Ulland answered 15/7, 2009 at 21:26 Comment(0)
A
34

Because code matters, here is a PartialUnmarshaller who reads a big file into chunks. It can be used that way new PartialUnmarshaller<YourClass>(stream, YourClass.class)

import javax.xml.bind.JAXBContext;
import javax.xml.bind.JAXBException;
import javax.xml.bind.Unmarshaller;
import javax.xml.stream.*;
import java.io.InputStream;
import java.util.List;
import java.util.NoSuchElementException;
import java.util.stream.Collectors;
import java.util.stream.IntStream;

import static javax.xml.stream.XMLStreamConstants.*;

public class PartialUnmarshaller<T> {
    XMLStreamReader reader;
    Class<T> clazz;
    Unmarshaller unmarshaller;

    public PartialUnmarshaller(InputStream stream, Class<T> clazz) throws XMLStreamException, FactoryConfigurationError, JAXBException {
        this.clazz = clazz;
        this.unmarshaller = JAXBContext.newInstance(clazz).createUnmarshaller();
        this.reader = XMLInputFactory.newInstance().createXMLStreamReader(stream);

        /* ignore headers */
        skipElements(START_DOCUMENT, DTD);
        /* ignore root element */
        reader.nextTag();
        /* if there's no tag, ignore root element's end */
        skipElements(END_ELEMENT);
    }

    public T next() throws XMLStreamException, JAXBException {
        if (!hasNext())
            throw new NoSuchElementException();

        T value = unmarshaller.unmarshal(reader, clazz).getValue();

        skipElements(CHARACTERS, END_ELEMENT);
        return value;
    }

    public boolean hasNext() throws XMLStreamException {
        return reader.hasNext();
    }

    public void close() throws XMLStreamException {
        reader.close();
    }

    void skipElements(int... elements) throws XMLStreamException {
        int eventType = reader.getEventType();

        List<Integer> types = asList(elements);
        while (types.contains(eventType))
            eventType = reader.next();
    }
}
Aftershock answered 13/2, 2012 at 11:53 Comment(4)
I need to use XMLStreamConstants.START_DOCUMENT and so on for this to work.Clerkly
@MatthiasWuttke you can add them as a static import. import static javax.xml.stream.XMLStreamConstants.*;Sulfapyridine
You may also need Guava's Ints.asList or in java8 IntStream.of(elements).boxed().collect(Collectors.toList());Sulfapyridine
Hi, Thanks for this response. I am doing something similar but unable to marshall few events to my class. If you get a chance can you please have a look at this question and provide your observation? #67668016Transsonic
W
20

This is detailed in the user guide. The JAXB download from http://jaxb.java.net/ includes an example of how to parse one chunk at a time.
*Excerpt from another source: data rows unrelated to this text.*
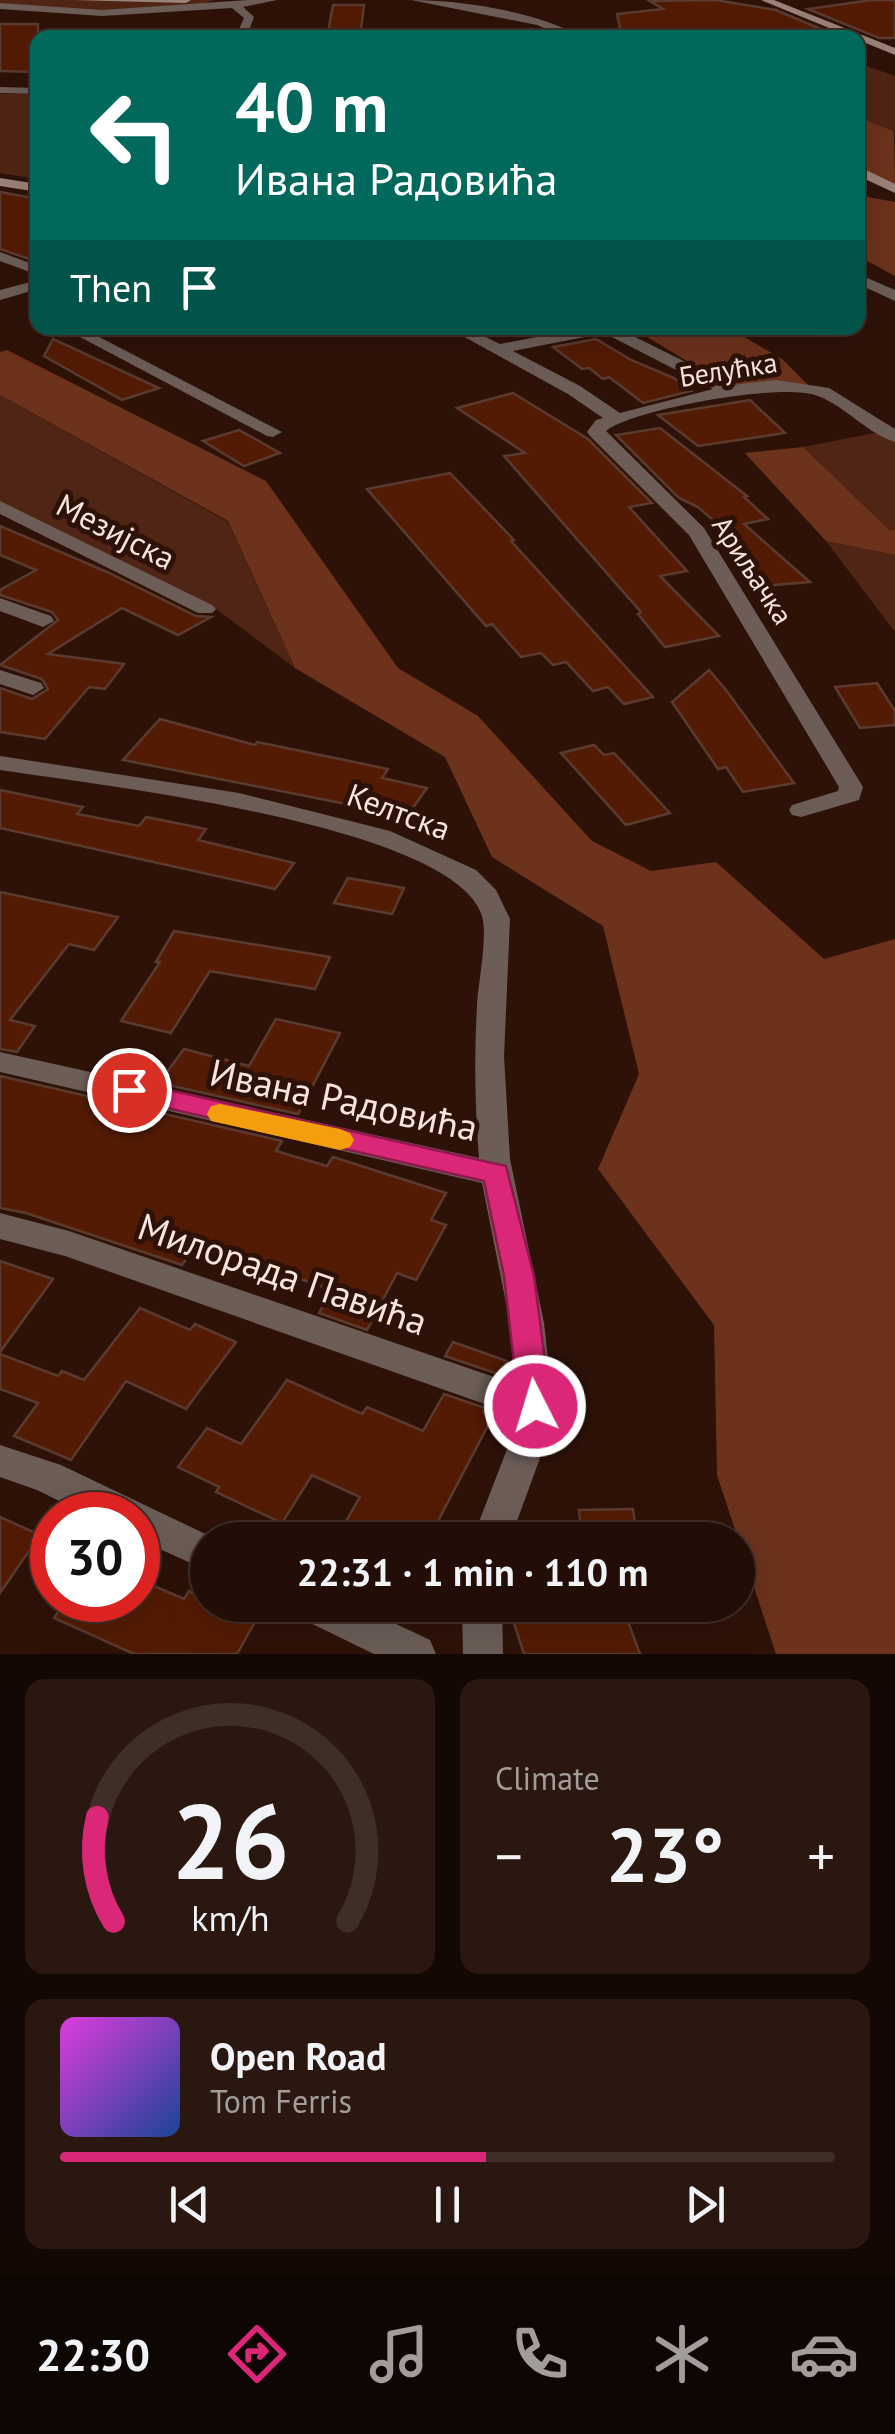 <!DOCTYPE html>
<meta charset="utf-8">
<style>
body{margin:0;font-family:"PT Sans",sans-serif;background:#2a1710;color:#f1f3f6;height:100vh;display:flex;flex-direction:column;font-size:38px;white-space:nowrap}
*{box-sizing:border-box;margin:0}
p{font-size:32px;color:#a29c9b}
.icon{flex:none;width:55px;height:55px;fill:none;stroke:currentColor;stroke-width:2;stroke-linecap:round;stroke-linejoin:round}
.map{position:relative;height:1654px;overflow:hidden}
.side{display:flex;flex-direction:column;gap:25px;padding:25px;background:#130803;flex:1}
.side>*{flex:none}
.guide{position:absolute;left:30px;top:30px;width:835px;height:305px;border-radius:20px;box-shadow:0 10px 40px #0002,0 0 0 2px #3f2e28;background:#00695c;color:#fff;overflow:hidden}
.speed{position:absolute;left:30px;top:1492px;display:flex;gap:20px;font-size:50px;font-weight:700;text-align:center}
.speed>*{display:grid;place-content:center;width:130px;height:130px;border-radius:50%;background:#220e06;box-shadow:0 10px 40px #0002,0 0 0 2px #3f2e28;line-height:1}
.speed .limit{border:15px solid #d22;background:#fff;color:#111}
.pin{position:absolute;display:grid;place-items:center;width:85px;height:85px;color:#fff;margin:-42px;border:5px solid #fff;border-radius:50%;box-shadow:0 2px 10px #0007}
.me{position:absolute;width:110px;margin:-55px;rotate:355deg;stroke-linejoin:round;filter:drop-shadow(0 0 8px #0008)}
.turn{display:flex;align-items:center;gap:35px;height:210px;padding:0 40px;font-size:45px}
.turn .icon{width:130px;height:130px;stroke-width:2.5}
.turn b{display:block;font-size:70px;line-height:85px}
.then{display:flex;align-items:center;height:95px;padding:0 40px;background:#0003;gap:20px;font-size:38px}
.big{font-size:75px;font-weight:700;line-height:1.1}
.side .widget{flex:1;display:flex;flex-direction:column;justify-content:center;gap:15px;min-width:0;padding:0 35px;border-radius:20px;background:#2a1710}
.side .dial{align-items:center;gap:0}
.dial svg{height:260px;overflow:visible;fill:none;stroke:#3f2e28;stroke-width:7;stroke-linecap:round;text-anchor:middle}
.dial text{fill:#f1f3f6;stroke:none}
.song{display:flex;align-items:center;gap:30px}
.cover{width:120px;height:120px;border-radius:15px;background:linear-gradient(135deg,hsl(300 70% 55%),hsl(220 70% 35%))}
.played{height:10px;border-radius:5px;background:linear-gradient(90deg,#db2777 55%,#3f2e28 55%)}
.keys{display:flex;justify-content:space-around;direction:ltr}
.heat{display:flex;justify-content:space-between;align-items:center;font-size:55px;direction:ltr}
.side .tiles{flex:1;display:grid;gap:25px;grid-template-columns:1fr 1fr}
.widget:last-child{grid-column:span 2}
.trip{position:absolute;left:190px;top:1522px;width:565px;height:100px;border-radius:50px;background:#220e06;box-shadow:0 10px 40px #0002,0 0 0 2px #3f2e28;font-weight:700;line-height:100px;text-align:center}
.menu{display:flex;height:160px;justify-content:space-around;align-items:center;background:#0e0602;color:#a29c9b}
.menu .icon{width:70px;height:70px}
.menu .on{color:#db2777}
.menu b{font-size:45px;color:#f1f3f6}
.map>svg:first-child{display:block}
</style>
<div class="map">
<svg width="895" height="1654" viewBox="0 0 895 1654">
<rect width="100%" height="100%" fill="#2e1208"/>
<g fill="#502515">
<path d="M0,0h215c-68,23 -145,9 -215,6z"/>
<path d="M858,63l37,13v55l-37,-14z"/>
<path d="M0,94h37v85l-37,-6z"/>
<path d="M0,395l228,127 67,146 -79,-59 -216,-102z"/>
<path d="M885,431l10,3v96l-6,1 -86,-84z"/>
<path d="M826,541l69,14v77z"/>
</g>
<g fill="#6c321c">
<path d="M858,117l36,14 1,54 -37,-15z"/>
<path d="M858,195l37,7v74l-37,-20z"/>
<path d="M632,328h97l53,31 31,31 -86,-5z"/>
<path d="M7,350l259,131 132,187 80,48 114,125 59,30 65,-9 108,97 71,-20v715h-119l-59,-179 -3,-150 -116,-156 41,-95 -36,-148 -111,-69 -47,-100 -150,-89 -67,-147 -228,-126v-43z"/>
<path d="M803,447l86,83h6v25l-69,-14 -81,-88z"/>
</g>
<g fill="#531b04" stroke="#5b3b30" stroke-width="2.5">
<path d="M715,0l61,10 66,28h-119v-5l-101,5 -5,-24 46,-5 -13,-8z"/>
<path d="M872,0h23v38h-16l-71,-29z"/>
<path d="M333,5h31l-4,33h-33z"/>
<path d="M0,24h38v48l-38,-1z"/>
<path d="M0,192l38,7v63l-38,-13z"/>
<path d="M53,339l106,49 -37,12 -78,-44z"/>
<path d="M596,339l35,21 43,18 17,13 -48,12 -34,-26 -6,2 -14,-11 -7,1 -29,-22z"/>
<path d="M513,393l75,46 64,64 -23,4 58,64 -27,5 59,60 -54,11 -27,-33 3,-2 -137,-156 21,-3 -68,-45z"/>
<path d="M750,400l35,33 -87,13 -40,-31z"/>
<path d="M660,428l87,68 -3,1 24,22 -24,5 66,58 -46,4 -37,-59 -5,1 -24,-21 -19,-9 -63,-63z"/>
<path d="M239,430l41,23 -36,13 -41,-25z"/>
<path d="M450,473l64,67 -3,1 142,156 -29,7 -16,-17 -15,4 -27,-29 -13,3 -12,-12 -20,4 -29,-33 -6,2 -119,-137z"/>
<path d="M0,526l107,46 89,44 15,1 -33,18 -56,-27 -74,46 76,10 -19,25 -16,-2 -44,52 -45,-7v-44l32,11 16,-10 -6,-10 -42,-14 58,-45 -6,-8 -52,-17v-5l36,-20 -36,-15z"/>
<path d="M709,670l17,20 68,93 -51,9 -17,-25 -8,2 -46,-67z"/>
<path d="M877,683l18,28v14l-35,3 -25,-41z"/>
<path d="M160,719l95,26 2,-3 131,27 -6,9 45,10 -20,28 -284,-56z"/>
<path d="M594,745l10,10 10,-2 56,60 -44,12 -65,-72z"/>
<path d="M0,790l83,17 -6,7 62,12 7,-9 60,12 -8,11 96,23 -19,26 -275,-61z"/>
<path d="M348,878l56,10 -12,26 -58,-11z"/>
<path d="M0,892l118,25 -24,33 -25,-6 -59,76 25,6 -18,26 -17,-3z"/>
<path d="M174,931l156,26 -15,32 -105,-18 -39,62 -50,-12 39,-59h-4z"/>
<path d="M276,1019l64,14 -42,81 -139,-31 25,-34 65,17z"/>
<path d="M0,1076l282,65 -6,10 51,15 6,-9 113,36 -15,27 15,5 -30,55 -19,-7 -30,57 -48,-17 13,-23 -135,-47 -15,22 -156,-52 -26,-5z"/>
<path d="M0,1261l53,18 -53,73z"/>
<path d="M140,1308l50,22 5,-6 41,18 -50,67 -60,-28 -55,79 -57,-24 24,-33 -38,-14v-35l58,22 4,-5 22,9z"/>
<path d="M453,1342l54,19 -6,14 -56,-19z"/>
<path d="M287,1380l75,34 5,-7 56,24 21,-37 41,14 -2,4 10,4 -65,124h-93l25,-43 -48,-22 -30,48 -66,-31 3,-5 -41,-20 29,-39 34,16z"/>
<path d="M633,1509l4,31h-55l-3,-30z"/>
<path d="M0,1517l40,18 -40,58z"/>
<path d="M138,1579l46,20 5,-8 19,8v6h13l35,15 -19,34h-103l-80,-36 12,-18h72z"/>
<path d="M508,1605h114l18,49h-116z"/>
</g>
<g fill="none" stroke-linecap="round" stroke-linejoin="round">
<g fill="#6c5d57" fill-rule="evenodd">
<path d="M248,0h29l-34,7 11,10 -8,21h-11l9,-20 -12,-10 -130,8 -102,-7v-6l102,7z"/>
<path d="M411,0c50,0 130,12 172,38h-15l-31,-13z"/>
<path d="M0,87l38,1v6l-38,-1z"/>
<path d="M0,252l38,14v9l-38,-14z"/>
<path d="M858,274l37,16v11l-37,-17z"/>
<path d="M38,280v9l-38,11v-10z"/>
<path d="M63,328h19l200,104 -9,5 -6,-1z"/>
<path d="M448,328h19l33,16 84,-16h33l115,57 44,-5 53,8 66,41v13c-29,-9 -50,-37 -80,-47 -35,-12 -182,14 -209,36l98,97 159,259 -4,13 -58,17 -9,-2 -3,-5 3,-5 46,-14 1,-4 -150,-252 -99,-99 -3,-4 9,-12 7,-2 -35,-24zM600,334l8,1 105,54 -93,24 -40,-27 -67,-35z"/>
<path d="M0,501l212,104 4,4 -4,4h-14l-198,-99z"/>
<path d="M0,598l51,18 3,5 -11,6 -43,-16z"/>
<path d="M0,670l41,13 3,5 -11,7 -33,-11z"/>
<path d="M0,756l239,37 151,38 86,39 20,20 14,29 -6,137 6,103 34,164 9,80 -6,36 -37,101h-38l39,-101 5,-24 -451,-159 -65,-17v-26l69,18 448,154 -7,-62 -28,-140 -482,-111v-20l479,106c-4,-50 -5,-101 -2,-152 1,-22 11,-70 5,-90 -28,-92 -392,-132 -482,-146z"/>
<path d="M0,1445l61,20 157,75h-10v31l-70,-32v-24h-50l-51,-25 -37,-13z"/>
<path d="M294,1605h62l74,35 6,14h-62l-74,-36z"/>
<path d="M462,1605h40l1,49h-40z"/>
</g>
<g fill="#9b8279" fill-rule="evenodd">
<path d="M72,0h119l-5,3z"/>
<path d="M761,0h13l121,48v7z"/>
<path d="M866,170l29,14v9l-28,-13 -9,6v-11z"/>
<path d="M0,178l38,6v8l-38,-6z"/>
</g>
</g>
<path fill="#db2777" stroke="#8e194d" stroke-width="2.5" d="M129,1081l377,85 28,110 17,130 -4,10 -12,4 -11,-4 -5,-10 -15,-130 -20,-95 -365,-84 -4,-7 4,-6z"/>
<path fill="#f59e0b" d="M220,1104l120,25 10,4 4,7 -4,7 -10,3 -129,-29 -4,-7 4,-8z"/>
<g text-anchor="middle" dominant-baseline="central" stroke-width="10" stroke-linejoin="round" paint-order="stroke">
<g font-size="28" fill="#f9e5de" stroke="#2e1208">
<text transform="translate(728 369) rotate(-9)">Белућка</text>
<text transform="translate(753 570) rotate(57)">Ариљачка</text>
</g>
<g font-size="32" fill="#f9e5de" stroke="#2e1208">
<text transform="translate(116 531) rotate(27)">Мезијска</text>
<text transform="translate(399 811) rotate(20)">Келтска</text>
</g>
<g font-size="38" fill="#f9e5de" stroke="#2e1208">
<text transform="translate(344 1099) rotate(12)">Ивана Радовића</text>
<text transform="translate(283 1273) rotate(19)">Милорада Павића</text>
</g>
</g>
</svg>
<div class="speed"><div class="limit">30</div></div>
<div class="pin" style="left:129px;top:1090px;background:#d93025"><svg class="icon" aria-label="arrive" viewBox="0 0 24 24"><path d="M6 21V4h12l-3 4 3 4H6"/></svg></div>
<svg class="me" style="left:535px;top:1406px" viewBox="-20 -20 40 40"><circle r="17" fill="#db2777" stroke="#fff" stroke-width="3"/><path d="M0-11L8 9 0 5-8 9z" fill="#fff"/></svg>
<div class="trip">22:31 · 1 min · 110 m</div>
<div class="guide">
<div class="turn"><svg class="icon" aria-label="left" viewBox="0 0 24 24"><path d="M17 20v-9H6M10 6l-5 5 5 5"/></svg><div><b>40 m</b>Ивана Радовића</div></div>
<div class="then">Then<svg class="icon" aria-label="arrive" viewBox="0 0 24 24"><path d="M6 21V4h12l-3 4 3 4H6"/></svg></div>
</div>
</div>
<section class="side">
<div class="tiles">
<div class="widget dial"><svg viewBox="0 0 100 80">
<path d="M14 69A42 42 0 1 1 86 69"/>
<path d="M14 69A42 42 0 0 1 9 37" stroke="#db2777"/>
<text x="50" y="56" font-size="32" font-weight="700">26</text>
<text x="50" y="72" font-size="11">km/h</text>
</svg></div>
<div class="widget"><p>Climate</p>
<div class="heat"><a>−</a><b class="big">23°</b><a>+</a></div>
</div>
<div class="widget">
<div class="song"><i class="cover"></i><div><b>Open Road</b><p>Tom Ferris</p></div></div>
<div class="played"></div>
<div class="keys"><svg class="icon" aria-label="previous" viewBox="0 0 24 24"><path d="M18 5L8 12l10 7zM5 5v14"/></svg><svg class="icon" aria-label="pause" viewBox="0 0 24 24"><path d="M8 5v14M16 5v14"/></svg><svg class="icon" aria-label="next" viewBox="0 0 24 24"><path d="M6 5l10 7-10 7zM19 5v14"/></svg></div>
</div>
</div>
</section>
<nav class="menu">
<b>22:30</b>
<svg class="icon on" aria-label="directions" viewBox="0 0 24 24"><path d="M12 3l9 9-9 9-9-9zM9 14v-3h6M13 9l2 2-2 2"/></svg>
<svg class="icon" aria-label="music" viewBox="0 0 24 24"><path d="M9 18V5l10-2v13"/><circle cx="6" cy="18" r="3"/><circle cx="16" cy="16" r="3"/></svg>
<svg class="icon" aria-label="phone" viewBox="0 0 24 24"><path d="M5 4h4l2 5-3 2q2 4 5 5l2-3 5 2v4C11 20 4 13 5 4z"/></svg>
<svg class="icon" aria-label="climate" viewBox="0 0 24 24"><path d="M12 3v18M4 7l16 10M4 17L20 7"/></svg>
<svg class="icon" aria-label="car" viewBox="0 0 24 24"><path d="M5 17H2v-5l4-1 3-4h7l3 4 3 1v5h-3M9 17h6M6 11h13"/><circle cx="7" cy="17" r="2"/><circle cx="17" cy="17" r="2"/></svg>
</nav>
When a document is large, it's usually because there's repetitive parts in it. Perhaps it's a purchase order with a large list of line items, or perhaps it's an XML log file with large number of log entries.

This kind of XML is suitable for chunk-processing; the main idea is to use the StAX API, run a loop, and unmarshal individual chunks separately. Your program acts on a single chunk, and then throws it away. In this way, you'll be only keeping at most one chunk in memory, which allows you to process large documents.

See the streaming-unmarshalling example and the partial-unmarshalling example in the JAXB RI distribution for more about how to do this. The streaming-unmarshalling example has an advantage that it can handle chunks at arbitrary nest level, yet it requires you to deal with the push model --- JAXB unmarshaller will "push" new chunk to you and you'll need to process them right there.

In contrast, the partial-unmarshalling example works in a pull model (which usually makes the processing easier), but this approach has some limitations in databinding portions other than the repeated part.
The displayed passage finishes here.